The initiative will only focus on convictions for controlled substances, and will not extend to other charges in the same cases, the DA’s office said.
Chemists at Hinton had analyzed and certified nearly 83,000 samples from Suffolk County during those nine years, according to the DA’s office. While more than 7,800 of those cases were vacated, the initiative will review the approximately 74,800 remaining certifications, it said.
“Since one certification can be used for multiple defendants or one defendant can have multiple certifications, the precise number of defendants is still to be determined,” the DA’s office explained in a press release.

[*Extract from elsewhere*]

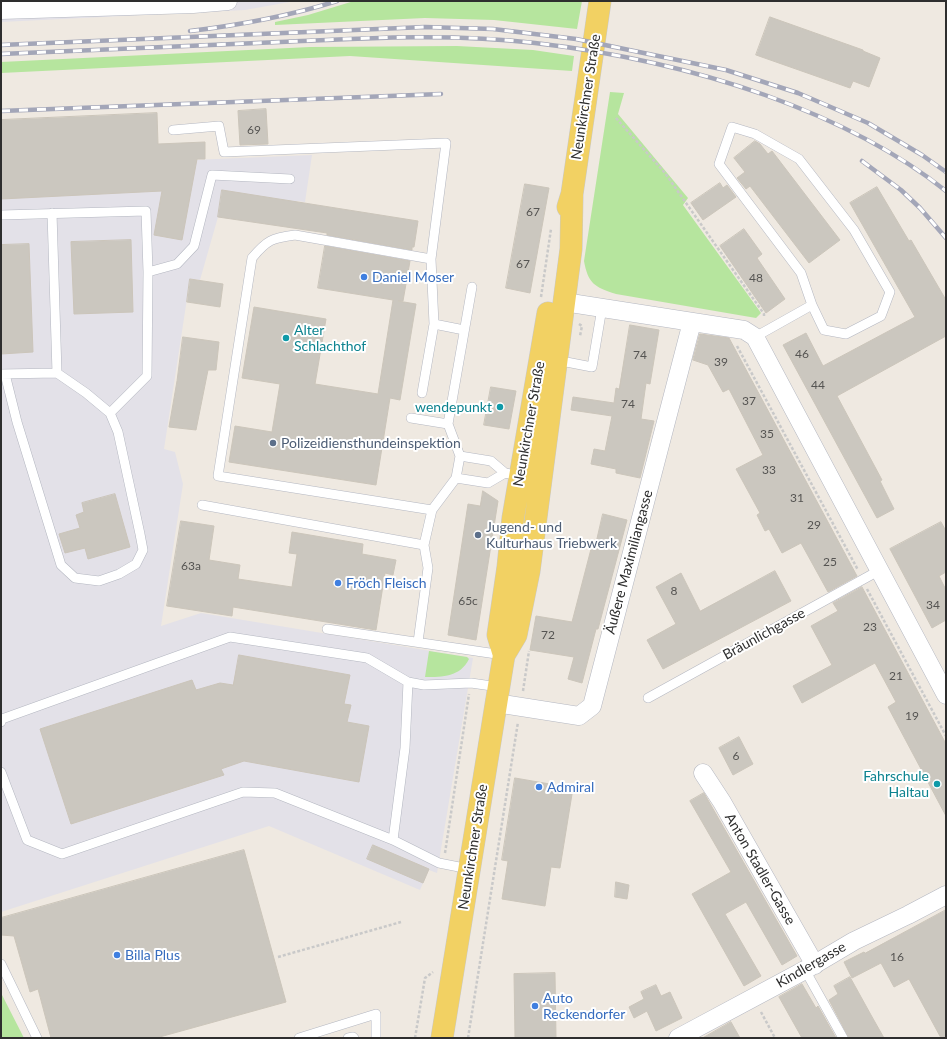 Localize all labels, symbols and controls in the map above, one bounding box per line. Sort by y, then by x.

After sentences are vacated, Rollins said her office will move to expunge convictions and review cases where a Hinton Lab certification led to increased sentencing for other subsequent state or federal cases.
“After years of litigation, this is an important step toward restoring trust and faith in the criminal legal system. By working together with our courtroom partners, today we no longer rely on potentially falsified or fabricated evidence, and finally declare what we should have over a decade ago, that the abject and systemic mismanagement of the Hinton Lab has rendered anything produced there inherently suspect,” Rollins said in a statement.
The Massachusetts Committee for Public Counsel Services’ chief counsel Anthony Benedetti praised Rollin’s decision, saying it “shows the compassion and leadership that the criminal legal system sorely needs.”